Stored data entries
☆ ☆ ☆ ☆ ☆

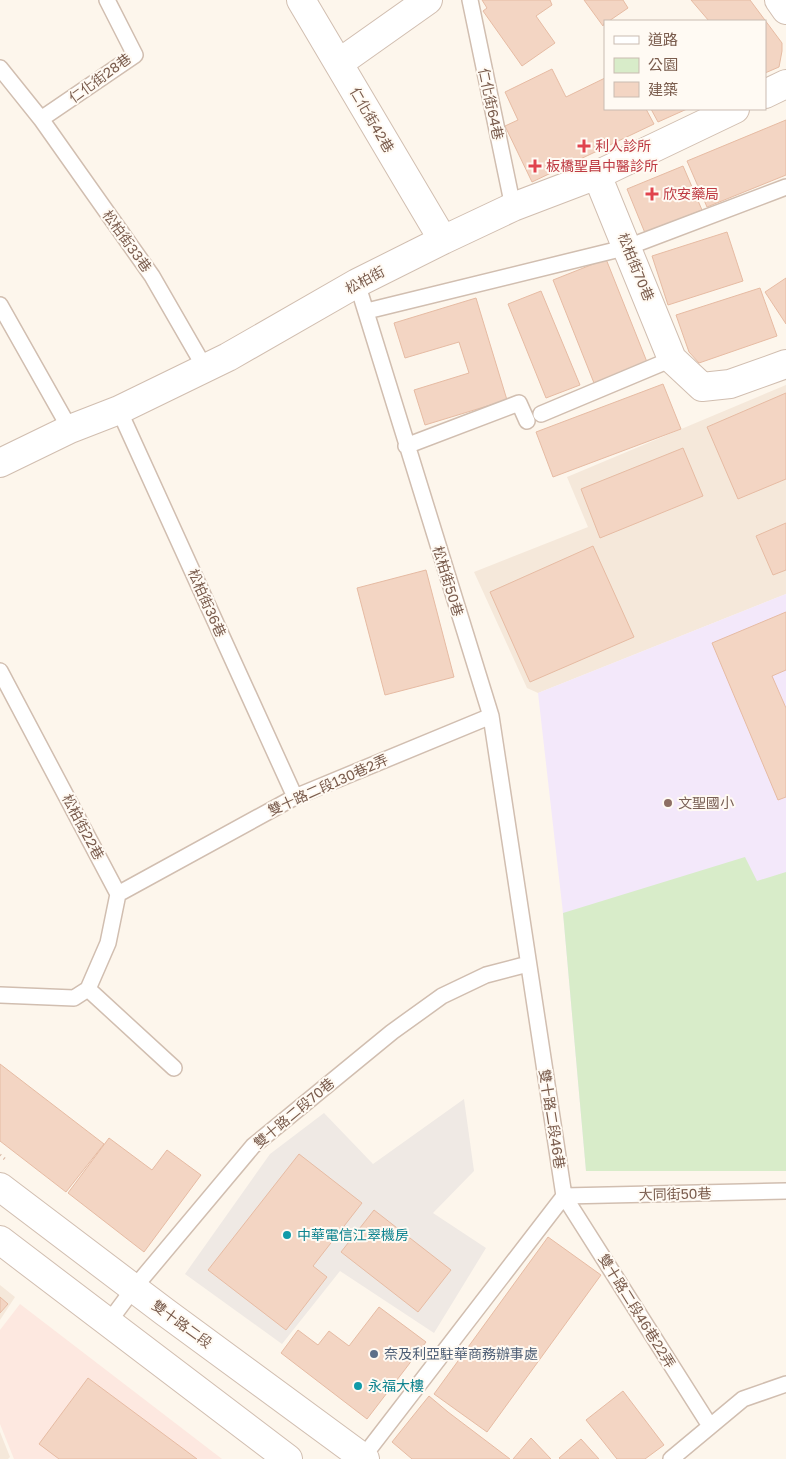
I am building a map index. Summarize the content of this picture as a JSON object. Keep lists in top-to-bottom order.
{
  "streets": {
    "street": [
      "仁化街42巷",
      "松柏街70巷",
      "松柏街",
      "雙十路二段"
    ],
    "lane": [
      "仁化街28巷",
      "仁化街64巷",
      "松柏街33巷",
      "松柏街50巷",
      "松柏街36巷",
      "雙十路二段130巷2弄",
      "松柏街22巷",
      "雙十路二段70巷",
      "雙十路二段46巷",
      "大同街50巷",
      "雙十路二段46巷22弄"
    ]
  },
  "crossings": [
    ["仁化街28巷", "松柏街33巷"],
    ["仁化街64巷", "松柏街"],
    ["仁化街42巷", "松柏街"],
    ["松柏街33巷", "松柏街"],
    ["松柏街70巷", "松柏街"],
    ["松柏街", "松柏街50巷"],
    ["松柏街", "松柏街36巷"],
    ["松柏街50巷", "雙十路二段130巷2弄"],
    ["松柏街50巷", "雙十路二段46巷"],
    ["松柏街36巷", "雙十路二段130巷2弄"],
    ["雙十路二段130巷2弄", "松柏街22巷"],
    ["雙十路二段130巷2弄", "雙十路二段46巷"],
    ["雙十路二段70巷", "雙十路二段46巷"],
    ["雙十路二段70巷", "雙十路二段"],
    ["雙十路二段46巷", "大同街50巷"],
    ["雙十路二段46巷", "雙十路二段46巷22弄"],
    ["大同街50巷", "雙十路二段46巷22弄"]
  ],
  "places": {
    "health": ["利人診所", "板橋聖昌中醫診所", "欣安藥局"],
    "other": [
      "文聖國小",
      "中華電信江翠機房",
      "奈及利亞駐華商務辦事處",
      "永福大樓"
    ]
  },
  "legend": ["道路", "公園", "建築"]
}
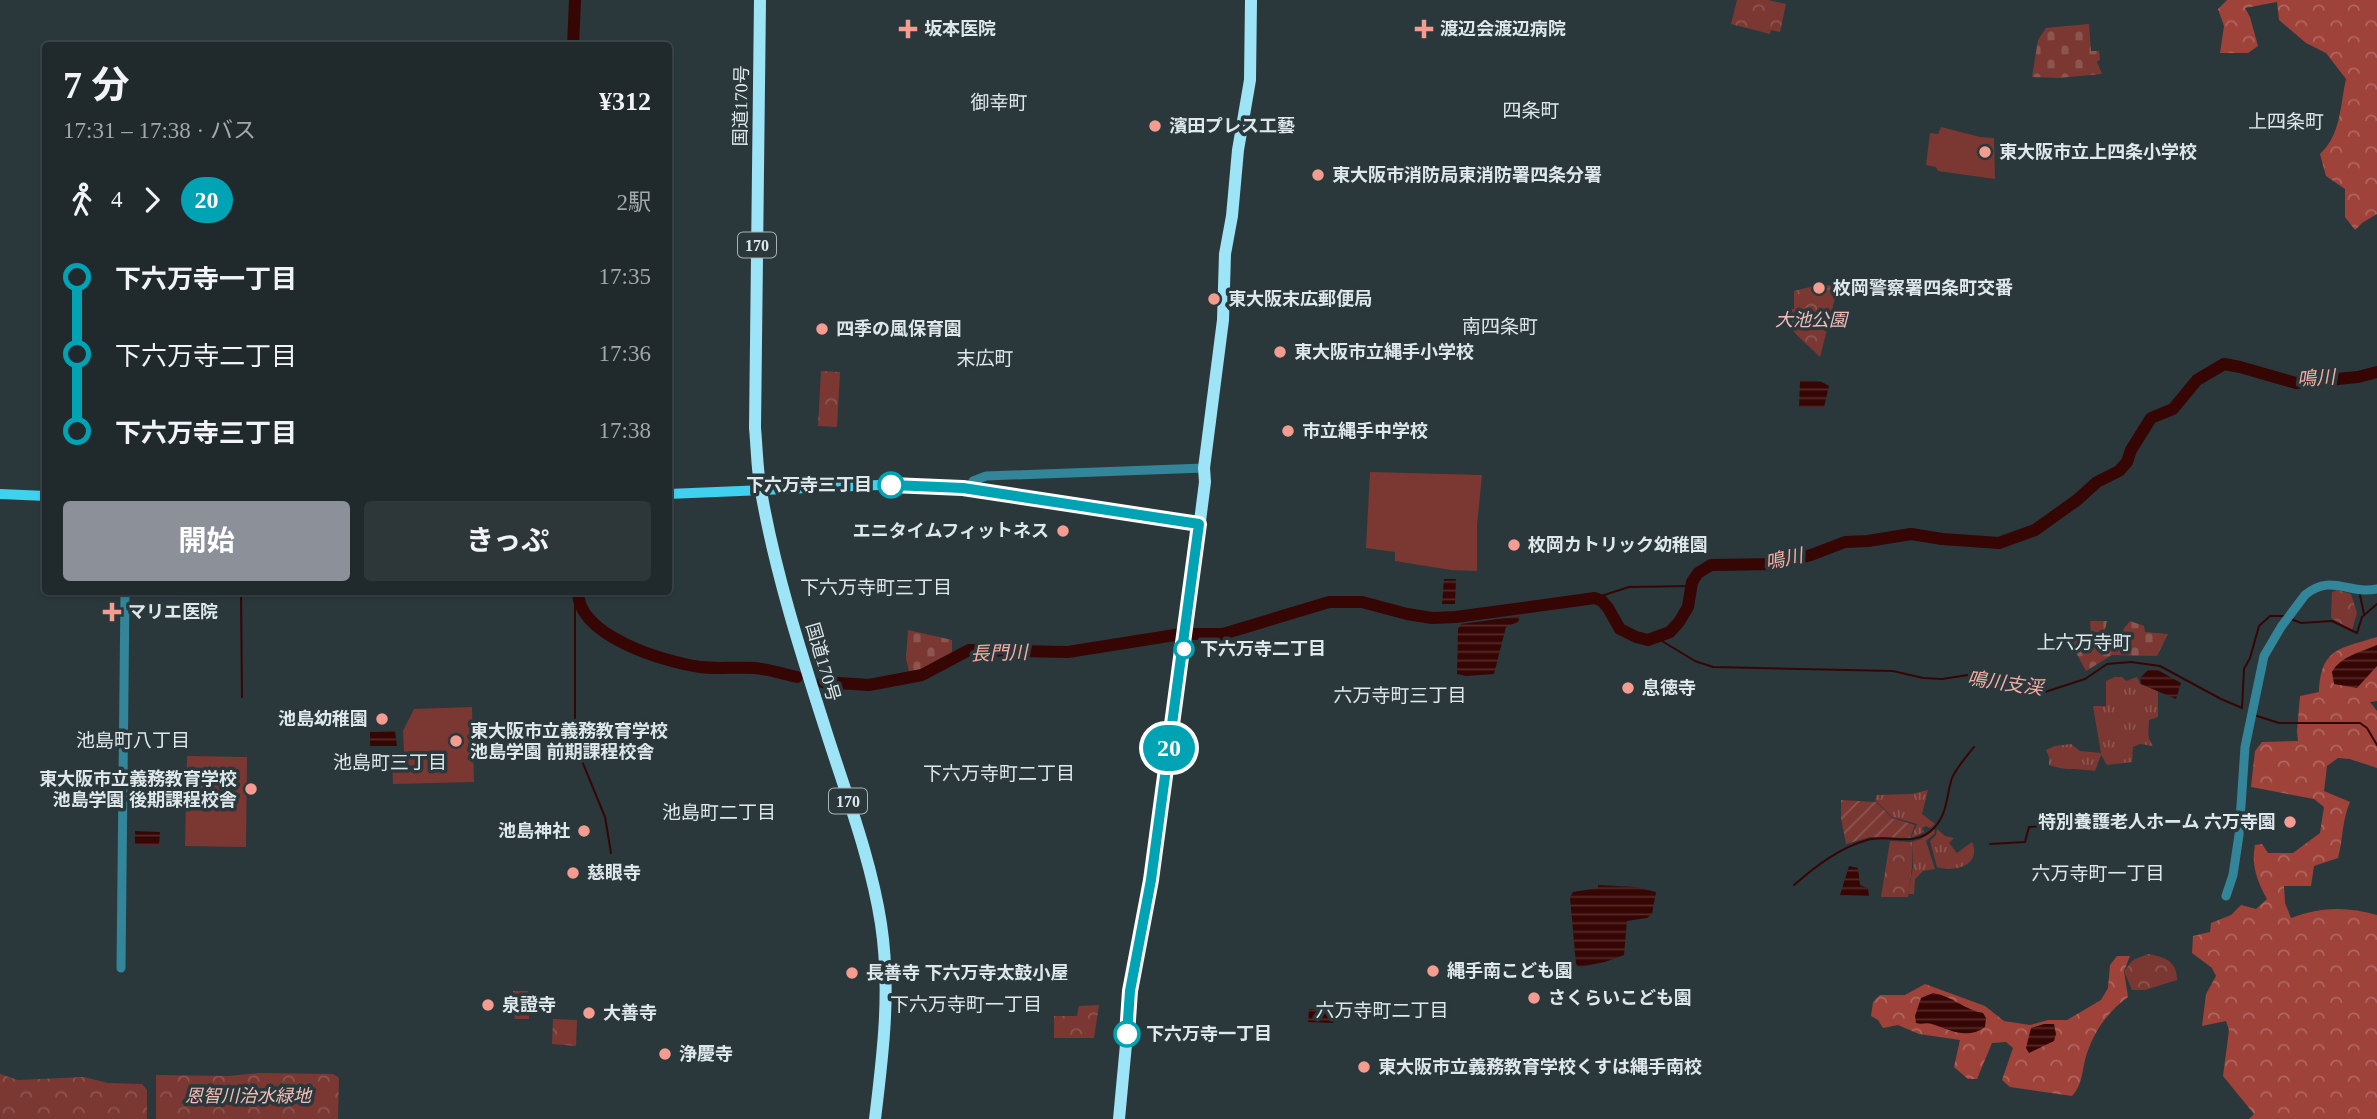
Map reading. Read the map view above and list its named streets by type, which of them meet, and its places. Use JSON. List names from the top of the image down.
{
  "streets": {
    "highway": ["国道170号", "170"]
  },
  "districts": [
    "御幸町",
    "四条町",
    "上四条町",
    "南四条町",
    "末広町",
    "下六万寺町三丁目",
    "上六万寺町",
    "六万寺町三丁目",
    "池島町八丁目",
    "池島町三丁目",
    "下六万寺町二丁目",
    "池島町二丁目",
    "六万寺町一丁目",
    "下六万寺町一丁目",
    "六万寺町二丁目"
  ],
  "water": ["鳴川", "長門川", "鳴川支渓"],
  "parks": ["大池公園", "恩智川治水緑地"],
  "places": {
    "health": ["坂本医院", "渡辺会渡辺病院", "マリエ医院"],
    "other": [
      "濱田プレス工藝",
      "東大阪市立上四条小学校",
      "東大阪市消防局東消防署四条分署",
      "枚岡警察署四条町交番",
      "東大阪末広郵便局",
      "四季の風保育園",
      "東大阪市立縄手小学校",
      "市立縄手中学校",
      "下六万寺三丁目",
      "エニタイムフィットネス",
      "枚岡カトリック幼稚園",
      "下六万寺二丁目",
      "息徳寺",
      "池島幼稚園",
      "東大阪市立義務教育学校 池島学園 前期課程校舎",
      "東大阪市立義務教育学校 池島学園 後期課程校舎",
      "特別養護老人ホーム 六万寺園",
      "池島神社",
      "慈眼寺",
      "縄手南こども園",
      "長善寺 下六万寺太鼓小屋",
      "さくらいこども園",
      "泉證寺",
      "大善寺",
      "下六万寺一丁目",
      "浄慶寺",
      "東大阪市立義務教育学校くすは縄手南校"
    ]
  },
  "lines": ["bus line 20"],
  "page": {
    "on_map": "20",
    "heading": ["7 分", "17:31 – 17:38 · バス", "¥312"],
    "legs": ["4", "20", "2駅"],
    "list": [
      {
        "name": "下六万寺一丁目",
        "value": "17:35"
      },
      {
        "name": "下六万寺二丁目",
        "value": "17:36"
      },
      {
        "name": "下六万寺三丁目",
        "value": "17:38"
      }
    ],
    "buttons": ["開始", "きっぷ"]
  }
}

☆ ☆ ☆ ☆ ☆

What you have to do: Reproduce the records above exactly, starting with the line that contains "Map reading. Read" and ending with the last line.

Completed exercise:
Map reading. Read the map view above and list its named streets by type, which of them meet, and its places. Use JSON. List names from the top of the image down.
{
  "streets": {
    "highway": ["国道170号", "170"]
  },
  "districts": [
    "御幸町",
    "四条町",
    "上四条町",
    "南四条町",
    "末広町",
    "下六万寺町三丁目",
    "上六万寺町",
    "六万寺町三丁目",
    "池島町八丁目",
    "池島町三丁目",
    "下六万寺町二丁目",
    "池島町二丁目",
    "六万寺町一丁目",
    "下六万寺町一丁目",
    "六万寺町二丁目"
  ],
  "water": ["鳴川", "長門川", "鳴川支渓"],
  "parks": ["大池公園", "恩智川治水緑地"],
  "places": {
    "health": ["坂本医院", "渡辺会渡辺病院", "マリエ医院"],
    "other": [
      "濱田プレス工藝",
      "東大阪市立上四条小学校",
      "東大阪市消防局東消防署四条分署",
      "枚岡警察署四条町交番",
      "東大阪末広郵便局",
      "四季の風保育園",
      "東大阪市立縄手小学校",
      "市立縄手中学校",
      "下六万寺三丁目",
      "エニタイムフィットネス",
      "枚岡カトリック幼稚園",
      "下六万寺二丁目",
      "息徳寺",
      "池島幼稚園",
      "東大阪市立義務教育学校 池島学園 前期課程校舎",
      "東大阪市立義務教育学校 池島学園 後期課程校舎",
      "特別養護老人ホーム 六万寺園",
      "池島神社",
      "慈眼寺",
      "縄手南こども園",
      "長善寺 下六万寺太鼓小屋",
      "さくらいこども園",
      "泉證寺",
      "大善寺",
      "下六万寺一丁目",
      "浄慶寺",
      "東大阪市立義務教育学校くすは縄手南校"
    ]
  },
  "lines": ["bus line 20"],
  "page": {
    "on_map": "20",
    "heading": ["7 分", "17:31 – 17:38 · バス", "¥312"],
    "legs": ["4", "20", "2駅"],
    "list": [
      {
        "name": "下六万寺一丁目",
        "value": "17:35"
      },
      {
        "name": "下六万寺二丁目",
        "value": "17:36"
      },
      {
        "name": "下六万寺三丁目",
        "value": "17:38"
      }
    ],
    "buttons": ["開始", "きっぷ"]
  }
}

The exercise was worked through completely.